The pathway that says, actually, the goal of my parenting is to encourage my kids to make tons and tons of choices. And some of them will be great choices and some of them will be not great. And that's actually how it's supposed to be.

This was a significant paradigm shift for me and my husband. But we decided to build this new road and we like driving on it a lot better than the other one. I've been forming new pathways in my brain that say, hey, let's let go of trying to control other people's choices.

And I wanna focus on who I wanna be, which is a safe, calm, compassionate place. I wanna be someone who can help my kids notice how they feel and what they create for themselves with whatever choices they make. And I wanna be someone they feel comfortable exploring options with because I'm not freaking out trying to control their every move.

At first, this new road was more challenging to drive on because it wasn't familiar. But the more I've done it, the smoother it gets. Now it's like a paved road and we've even got some stoplights and street signs on it because we use it so often.

So what is it for you? What new road would you like to build inside your mind? What destination are you tired of getting to? And where would you like to go instead? Your brain can build new roads. Let me just say though, that if you wanna give this a try, keep the 2190 rule in mind. It will probably take you around 21 days of consistently believing something new to really make it a habit.

So if you just think a new thought one time or two times or five times, and then give up when a big old tree hits you in the face, you'll probably go back to your old road, your old way of thinking, because the path is more paved and it will feel easier and more comfortable to you.
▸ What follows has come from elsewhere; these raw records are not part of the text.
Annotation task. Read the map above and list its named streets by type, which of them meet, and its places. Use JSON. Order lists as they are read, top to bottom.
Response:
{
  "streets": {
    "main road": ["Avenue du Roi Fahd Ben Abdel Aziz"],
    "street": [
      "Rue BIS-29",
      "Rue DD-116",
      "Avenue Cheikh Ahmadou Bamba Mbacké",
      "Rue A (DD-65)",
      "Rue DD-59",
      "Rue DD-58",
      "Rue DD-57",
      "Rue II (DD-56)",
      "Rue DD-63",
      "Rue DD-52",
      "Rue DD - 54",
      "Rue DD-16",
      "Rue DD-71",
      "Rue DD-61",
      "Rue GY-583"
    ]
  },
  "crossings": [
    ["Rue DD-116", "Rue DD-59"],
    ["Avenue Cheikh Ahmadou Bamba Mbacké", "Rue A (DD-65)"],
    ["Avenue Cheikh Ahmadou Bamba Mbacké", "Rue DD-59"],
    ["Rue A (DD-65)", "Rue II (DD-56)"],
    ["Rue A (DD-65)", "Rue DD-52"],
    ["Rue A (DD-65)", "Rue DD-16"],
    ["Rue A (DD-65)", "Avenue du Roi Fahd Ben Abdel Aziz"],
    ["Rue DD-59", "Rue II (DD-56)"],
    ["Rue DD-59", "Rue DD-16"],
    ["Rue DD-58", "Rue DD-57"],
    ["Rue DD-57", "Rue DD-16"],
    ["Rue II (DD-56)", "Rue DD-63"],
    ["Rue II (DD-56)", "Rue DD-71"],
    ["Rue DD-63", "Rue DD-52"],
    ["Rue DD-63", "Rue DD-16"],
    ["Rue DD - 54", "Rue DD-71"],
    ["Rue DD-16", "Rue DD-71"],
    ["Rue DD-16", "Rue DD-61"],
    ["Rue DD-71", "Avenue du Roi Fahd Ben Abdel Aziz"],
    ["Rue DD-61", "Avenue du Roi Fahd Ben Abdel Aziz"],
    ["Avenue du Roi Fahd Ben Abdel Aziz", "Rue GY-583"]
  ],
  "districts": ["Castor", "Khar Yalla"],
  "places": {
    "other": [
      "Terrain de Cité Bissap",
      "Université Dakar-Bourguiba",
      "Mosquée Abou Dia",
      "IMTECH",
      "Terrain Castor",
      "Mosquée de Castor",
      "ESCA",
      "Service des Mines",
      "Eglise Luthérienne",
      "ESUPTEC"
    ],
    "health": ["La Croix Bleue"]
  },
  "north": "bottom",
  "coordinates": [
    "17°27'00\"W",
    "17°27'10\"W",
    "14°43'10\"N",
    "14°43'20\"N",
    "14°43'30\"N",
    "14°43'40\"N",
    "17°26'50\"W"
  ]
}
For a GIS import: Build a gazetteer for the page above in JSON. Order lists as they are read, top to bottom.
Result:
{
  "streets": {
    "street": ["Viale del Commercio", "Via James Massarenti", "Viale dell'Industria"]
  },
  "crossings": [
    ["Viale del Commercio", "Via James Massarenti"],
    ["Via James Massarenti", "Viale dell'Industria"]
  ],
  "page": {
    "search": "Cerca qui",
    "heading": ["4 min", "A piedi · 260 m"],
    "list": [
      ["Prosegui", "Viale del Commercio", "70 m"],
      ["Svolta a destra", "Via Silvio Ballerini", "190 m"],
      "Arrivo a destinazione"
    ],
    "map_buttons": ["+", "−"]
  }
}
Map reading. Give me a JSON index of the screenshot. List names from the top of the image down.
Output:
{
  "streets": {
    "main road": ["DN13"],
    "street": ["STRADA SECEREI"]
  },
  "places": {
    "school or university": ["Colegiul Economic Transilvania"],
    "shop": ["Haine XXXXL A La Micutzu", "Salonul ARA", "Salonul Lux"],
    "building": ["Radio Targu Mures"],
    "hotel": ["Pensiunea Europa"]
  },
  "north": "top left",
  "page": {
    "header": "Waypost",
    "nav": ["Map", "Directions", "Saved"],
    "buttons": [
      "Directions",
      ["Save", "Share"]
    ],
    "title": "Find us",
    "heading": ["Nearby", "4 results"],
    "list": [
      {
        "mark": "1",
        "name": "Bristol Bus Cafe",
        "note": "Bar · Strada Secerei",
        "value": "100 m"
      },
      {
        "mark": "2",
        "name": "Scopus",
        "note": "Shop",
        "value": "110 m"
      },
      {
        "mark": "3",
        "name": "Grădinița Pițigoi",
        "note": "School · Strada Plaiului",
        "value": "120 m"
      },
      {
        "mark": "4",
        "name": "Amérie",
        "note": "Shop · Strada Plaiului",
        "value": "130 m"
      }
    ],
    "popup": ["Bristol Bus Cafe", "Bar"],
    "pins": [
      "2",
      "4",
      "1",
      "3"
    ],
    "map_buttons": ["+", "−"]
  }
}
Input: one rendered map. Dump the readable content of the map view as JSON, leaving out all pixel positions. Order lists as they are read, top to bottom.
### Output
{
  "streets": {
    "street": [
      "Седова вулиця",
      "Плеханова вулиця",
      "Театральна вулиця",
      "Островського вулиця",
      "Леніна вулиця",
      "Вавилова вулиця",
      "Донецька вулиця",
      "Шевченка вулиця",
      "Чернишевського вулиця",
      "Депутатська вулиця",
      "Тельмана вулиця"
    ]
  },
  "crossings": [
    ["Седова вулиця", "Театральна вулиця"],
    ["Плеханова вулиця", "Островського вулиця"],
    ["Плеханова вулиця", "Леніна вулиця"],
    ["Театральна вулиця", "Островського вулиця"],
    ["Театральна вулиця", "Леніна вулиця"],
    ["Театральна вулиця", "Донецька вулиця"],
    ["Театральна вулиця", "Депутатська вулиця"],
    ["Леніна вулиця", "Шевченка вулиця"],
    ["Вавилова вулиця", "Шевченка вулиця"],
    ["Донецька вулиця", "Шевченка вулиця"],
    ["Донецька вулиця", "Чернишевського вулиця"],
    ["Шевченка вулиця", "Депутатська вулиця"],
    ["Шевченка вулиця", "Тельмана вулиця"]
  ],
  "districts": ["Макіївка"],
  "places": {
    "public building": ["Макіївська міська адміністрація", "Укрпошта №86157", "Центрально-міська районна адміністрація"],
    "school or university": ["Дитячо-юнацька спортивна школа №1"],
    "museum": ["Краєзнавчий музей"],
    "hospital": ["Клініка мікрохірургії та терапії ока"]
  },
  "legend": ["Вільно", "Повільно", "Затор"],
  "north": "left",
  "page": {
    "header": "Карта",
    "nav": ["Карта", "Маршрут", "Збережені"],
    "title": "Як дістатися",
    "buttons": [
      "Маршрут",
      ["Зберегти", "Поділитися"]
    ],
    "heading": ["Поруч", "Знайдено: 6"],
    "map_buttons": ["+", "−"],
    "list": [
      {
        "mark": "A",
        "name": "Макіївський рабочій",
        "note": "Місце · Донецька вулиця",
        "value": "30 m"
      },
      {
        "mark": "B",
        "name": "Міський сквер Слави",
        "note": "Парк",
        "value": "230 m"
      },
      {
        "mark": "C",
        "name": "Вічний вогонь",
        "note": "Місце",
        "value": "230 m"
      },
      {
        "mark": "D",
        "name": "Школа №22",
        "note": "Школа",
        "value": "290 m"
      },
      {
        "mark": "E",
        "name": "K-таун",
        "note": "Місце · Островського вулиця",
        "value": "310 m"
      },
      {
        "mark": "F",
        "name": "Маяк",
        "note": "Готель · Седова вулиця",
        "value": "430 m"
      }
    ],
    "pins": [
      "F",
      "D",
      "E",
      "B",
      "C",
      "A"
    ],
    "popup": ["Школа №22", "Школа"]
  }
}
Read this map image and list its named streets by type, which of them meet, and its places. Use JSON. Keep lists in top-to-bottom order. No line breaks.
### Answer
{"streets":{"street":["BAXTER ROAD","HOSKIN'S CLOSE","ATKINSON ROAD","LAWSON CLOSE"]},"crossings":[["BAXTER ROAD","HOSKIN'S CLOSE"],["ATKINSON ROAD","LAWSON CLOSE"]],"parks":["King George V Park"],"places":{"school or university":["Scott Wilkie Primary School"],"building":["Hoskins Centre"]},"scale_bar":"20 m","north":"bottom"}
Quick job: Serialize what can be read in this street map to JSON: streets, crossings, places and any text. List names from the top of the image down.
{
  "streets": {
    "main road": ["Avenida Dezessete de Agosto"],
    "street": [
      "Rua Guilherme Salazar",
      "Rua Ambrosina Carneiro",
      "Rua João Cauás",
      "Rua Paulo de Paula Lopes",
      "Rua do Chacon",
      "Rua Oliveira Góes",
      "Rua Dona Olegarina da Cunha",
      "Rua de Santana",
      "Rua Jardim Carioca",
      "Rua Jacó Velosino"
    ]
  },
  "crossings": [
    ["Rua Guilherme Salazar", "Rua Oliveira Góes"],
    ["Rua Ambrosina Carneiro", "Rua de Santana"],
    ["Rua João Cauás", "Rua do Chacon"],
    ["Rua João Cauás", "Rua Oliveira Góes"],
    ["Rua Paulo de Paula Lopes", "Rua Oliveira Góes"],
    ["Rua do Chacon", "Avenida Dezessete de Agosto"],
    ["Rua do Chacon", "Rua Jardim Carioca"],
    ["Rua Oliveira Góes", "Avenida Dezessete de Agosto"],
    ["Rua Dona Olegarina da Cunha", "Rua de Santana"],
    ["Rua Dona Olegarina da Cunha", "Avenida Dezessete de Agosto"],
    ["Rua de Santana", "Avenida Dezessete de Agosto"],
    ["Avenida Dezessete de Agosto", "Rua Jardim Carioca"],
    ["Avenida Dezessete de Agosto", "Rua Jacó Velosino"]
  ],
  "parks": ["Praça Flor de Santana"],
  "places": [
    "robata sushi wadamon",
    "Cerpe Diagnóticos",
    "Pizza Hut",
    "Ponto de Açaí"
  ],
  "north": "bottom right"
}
If you wanna be successful at building a new road inside your mind, plan to be unsuccessful at it at least 100 times. And this might sound crazy, but think about it.

Kids don't learn how to eat or walk or ride a bike by doing it once. They do it again and again and again, but eventually they can not only walk, but they can run and then play soccer and then do flips on the trampoline, right? So it's totally possible for your brain to build new roads. And it's totally worth it to stick with a new belief long enough to flatten out a new pathway.

But just understand that to make it a habit, it will take around 21 days. And to integrate the new belief into a more permanent lifestyle change that comes automatically without you having to remind your brain, that will take more like three months. Like me getting used to my van being parked in the driveway.

So stick with it. Be okay with tripping over some vines and getting some scrapes or bumps as you're bushwhacking the new trail. The price of the new destination is some discomfort, some uncertainty, maybe even some discouragement.

But if you're willing to pay that price, it will be so worth it in the end to have a new road that goes somewhere awesome. If you wanna think new thoughts about yourself and what you're capable of, you can. If you wanna think new thoughts about someone else, a spouse or kids or someone that's hard for you to love, you can.

If you wanna build a new road inside your mind that doesn't lead to self-doubt and insecurity, but instead leads to confidence and a sound mind, you can. And I'd love to help you. Go to emilyrickscoaching.com forward slash mini session to schedule a free mini session with me and I'll show you how to train your brain to build a new road.

I'm not gonna lie, it does take some effort, but it's also really fun and incredibly rewarding. In the words of Dr. Seuss, you have brains in your head, you have feet in your shoes. You can steer yourself any direction you choose.

So be your name Buxbaum or Bixby or Bray or Mordecai, Ali, Van Allen, O'Shea, you're off to great places. Today is your day. Your mountain is waiting.

So get on your way. I want you to know that your brain can build new roads to wherever you wanna go, my friend. Maybe it's time to head somewhere new.